Noble Gases (in PBq)
All Lakes

  2.3.4    Emissions from Secondary Sources in the Great Lakes Basin

    The sources not associated with releases from nuclear fuel cycle activities of radioactivity have been designated as "secondary sources." The terminology does not imply that the sources or their emissions are somehow secondary in importance. These non-nuclear fuel cycle sources of radioactivity to Great Lakes Basin are either military or civilian sources such as hospitals, industrial and commercial users, universities, or activities which release a "naturally occurring" radioactive material from an otherwise trapped matrix (technological enhancement), provided that the technological enhancement did not result from an activity associated with the nuclear fuel cycle. Although the emissions from a single source may be negligible, the large number of such sources in the Basin may make their combined effect significant. This discussion addresses open sources of radionuclides, which may eventually be released to the atmosphere or to the sewer systems draining into the lakes. We exclude an even larger category of sealed-source users, which would not be expected to release radionuclides to the air or water. The sealed sources could become a problem only if disposed of indiscriminately in municipal landfill sites.

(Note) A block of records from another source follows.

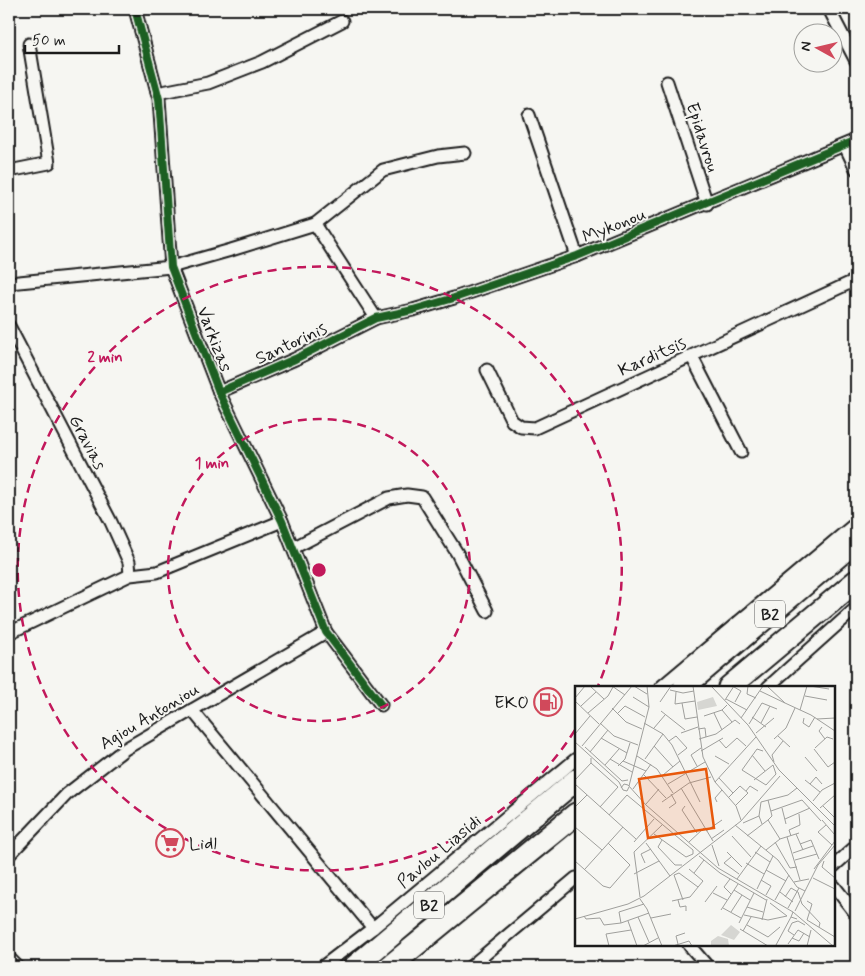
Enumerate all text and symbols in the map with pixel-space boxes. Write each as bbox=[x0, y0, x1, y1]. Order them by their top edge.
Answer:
scale bar bbox=[25, 22, 119, 54]
north arrow bbox=[792, 22, 842, 72]
text: 50 m bbox=[32, 31, 66, 51]
text: N bbox=[797, 40, 816, 52]
street label: Epidavrou bbox=[680, 99, 725, 175]
street label: Mykonou bbox=[579, 202, 650, 250]
street label: Varkizas bbox=[191, 303, 238, 376]
street label: Santorinis bbox=[252, 317, 331, 371]
street label: Karditsis bbox=[615, 331, 690, 383]
text: 2 min bbox=[87, 348, 123, 368]
street label: Gravias bbox=[63, 411, 112, 474]
text: 1 min bbox=[195, 454, 229, 474]
centre of rings bbox=[310, 561, 328, 579]
road number: B2 bbox=[755, 600, 785, 628]
street label: Agiou Antoniou bbox=[95, 678, 204, 756]
inset map bbox=[575, 686, 835, 946]
fuel station icon: EKO bbox=[533, 687, 563, 717]
place label: EKO bbox=[494, 691, 529, 715]
street label: Pavlou Liasidi bbox=[392, 809, 487, 894]
supermarket icon: Lidl bbox=[155, 828, 185, 858]
place label: Lidl bbox=[189, 832, 217, 856]
road number: B2 bbox=[414, 892, 444, 918]

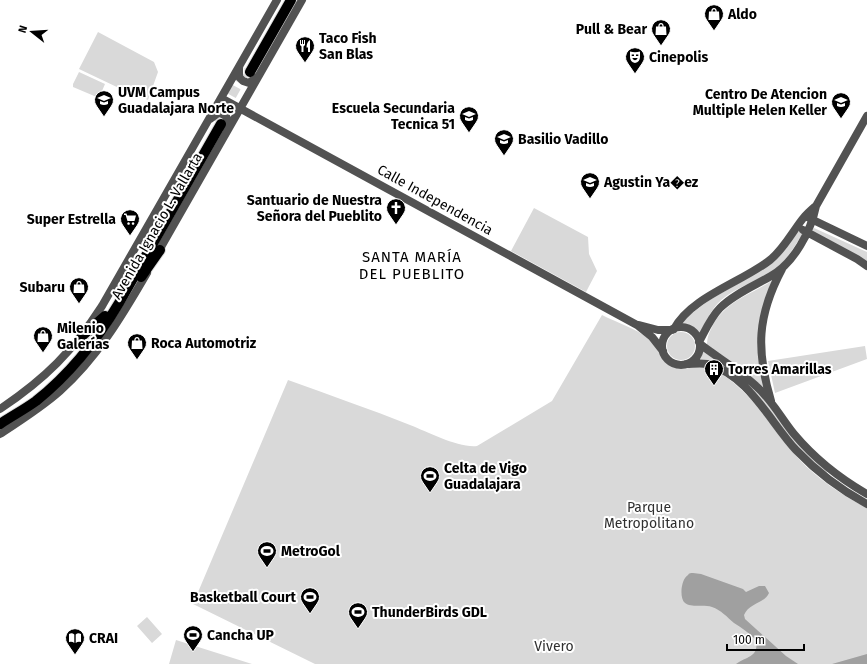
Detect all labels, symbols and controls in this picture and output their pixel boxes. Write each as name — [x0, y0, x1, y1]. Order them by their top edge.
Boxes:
shop icon: Aldo — [703, 3, 725, 31]
place label: Aldo — [727, 6, 757, 23]
north arrow — [12, 12, 52, 52]
shop icon: Pull & Bear — [650, 18, 672, 46]
place label: Pull & Bear — [576, 21, 647, 38]
text: N — [16, 24, 30, 35]
place label: Taco Fish San Blas — [319, 30, 377, 63]
restaurant icon: Taco Fish San Blas — [294, 35, 316, 63]
theatre icon: Cinepolis — [624, 46, 646, 74]
place label: Cinepolis — [649, 49, 708, 66]
place label: UVM Campus Guadalajara Norte — [118, 84, 234, 117]
place label: Centro De Atencion Multiple Helen Keller — [693, 86, 827, 119]
school or university icon: UVM Campus Guadalajara Norte — [93, 89, 115, 117]
school or university icon: Centro De Atencion Multiple Helen Keller — [830, 91, 852, 119]
place label: Escuela Secundaria Tecnica 51 — [332, 100, 455, 133]
school or university icon: Escuela Secundaria Tecnica 51 — [458, 105, 480, 133]
school or university icon: Basilio Vadillo — [493, 128, 515, 156]
place label: Basilio Vadillo — [518, 131, 608, 148]
street label: Avenida Ignacio L. Vallarta — [108, 150, 206, 302]
street label: Calle Independencia — [374, 161, 496, 239]
school or university icon: Agustin Ya�ez — [579, 171, 601, 199]
place label: Agustin Ya�ez — [603, 174, 699, 191]
place label: Santuario de Nuestra Señora del Pueblito — [247, 192, 382, 225]
church icon: Santuario de Nuestra Señora del Pueblito — [385, 197, 407, 225]
supermarket icon: Super Estrella — [119, 208, 141, 236]
place label: Super Estrella — [27, 211, 116, 228]
district label: SANTA MARÍA DEL PUEBLITO — [359, 248, 465, 283]
shop icon: Subaru — [68, 276, 90, 304]
place label: Subaru — [19, 279, 65, 296]
place label: Milenio Galerías — [57, 320, 109, 353]
shop icon: Milenio Galerías — [32, 325, 54, 353]
shop icon: Roca Automotriz — [126, 332, 148, 360]
place label: Roca Automotriz — [151, 335, 257, 352]
building icon: Torres Amarillas — [703, 358, 725, 386]
place label: Torres Amarillas — [728, 361, 832, 378]
place label: Celta de Vigo Guadalajara — [444, 460, 527, 493]
sports icon: Celta de Vigo Guadalajara — [419, 465, 441, 493]
park label: Parque Metropolitano — [604, 499, 694, 532]
sports icon: MetroGol — [256, 540, 278, 568]
place label: MetroGol — [281, 543, 341, 560]
sports icon: Basketball Court — [299, 586, 321, 614]
place label: Basketball Court — [190, 589, 297, 606]
sports icon: ThunderBirds GDL — [347, 601, 369, 629]
place label: ThunderBirds GDL — [372, 604, 487, 621]
sports icon: Cancha UP — [182, 624, 204, 652]
scale bar — [727, 626, 804, 652]
library icon: CRAI — [64, 627, 86, 655]
place label: Cancha UP — [207, 627, 275, 644]
place label: CRAI — [89, 630, 118, 647]
text: 100 m — [733, 633, 765, 647]
park label: Vivero — [534, 638, 574, 655]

    All users of radioisotopes must obtain a license from the national regulator (the AECB in Canada or the Nuclear Regulatory Commission in the United States). Regular reporting of measured or estimated emissions is a condition of maintaining the licence. This information is available from the regulators; however, it is not usually in a format that is either convenient or machine readable. At the time of preparation of this report, the Task Force had obtained information from most of the Canadian users, but not on the larger number of United States users. Although these data are incomplete, we present them to give an indication of the magnitude of the emissions. One could obtain a crude estimate of total secondary emissions to the Basin by considering the ratio of the total population in the Basin to that on the Canadian side.

Hospitals and Universities

    The Task Force inquiry on secondary sources emphasized research reactors at universities and industrial sites and the use of radioisotopes in hospitals, research facilities, and medical facilities other than hospitals. The Canadian data, obtained with the cooperation of the AECB, came through questionnaires sent to all its licensees asking them to estimate their emissions. Responses were obtained from 45% of the licensees, which was assumed to include virtually all the licensees with significant emissions. The users of the greatest quantities of radionuclides are nuclear medicine departments of hospitals, which administer radioisotopes to patients for diagnostic purposes. Lesser amounts of radionuclides are used for research or industrial purposes. Generally, about 75% of the radioisotopes administered to patients are assumed to be excreted to sewers.

    Table 16 summarizes the results for the secondary Canadian users of radioisotopes for the years 1993, 1994, and 1995. For most radionuclides the emissions are a few megabecquerels per year, but a few can reach the gigabecquerel per year levels. These levels are insignificant compared with the terabecquerel and petabecquerel levels released from nuclear reactors. Also, the radionuclides from secondary sources all have half-lives much less than one year and therefore do not accumulate from year to year.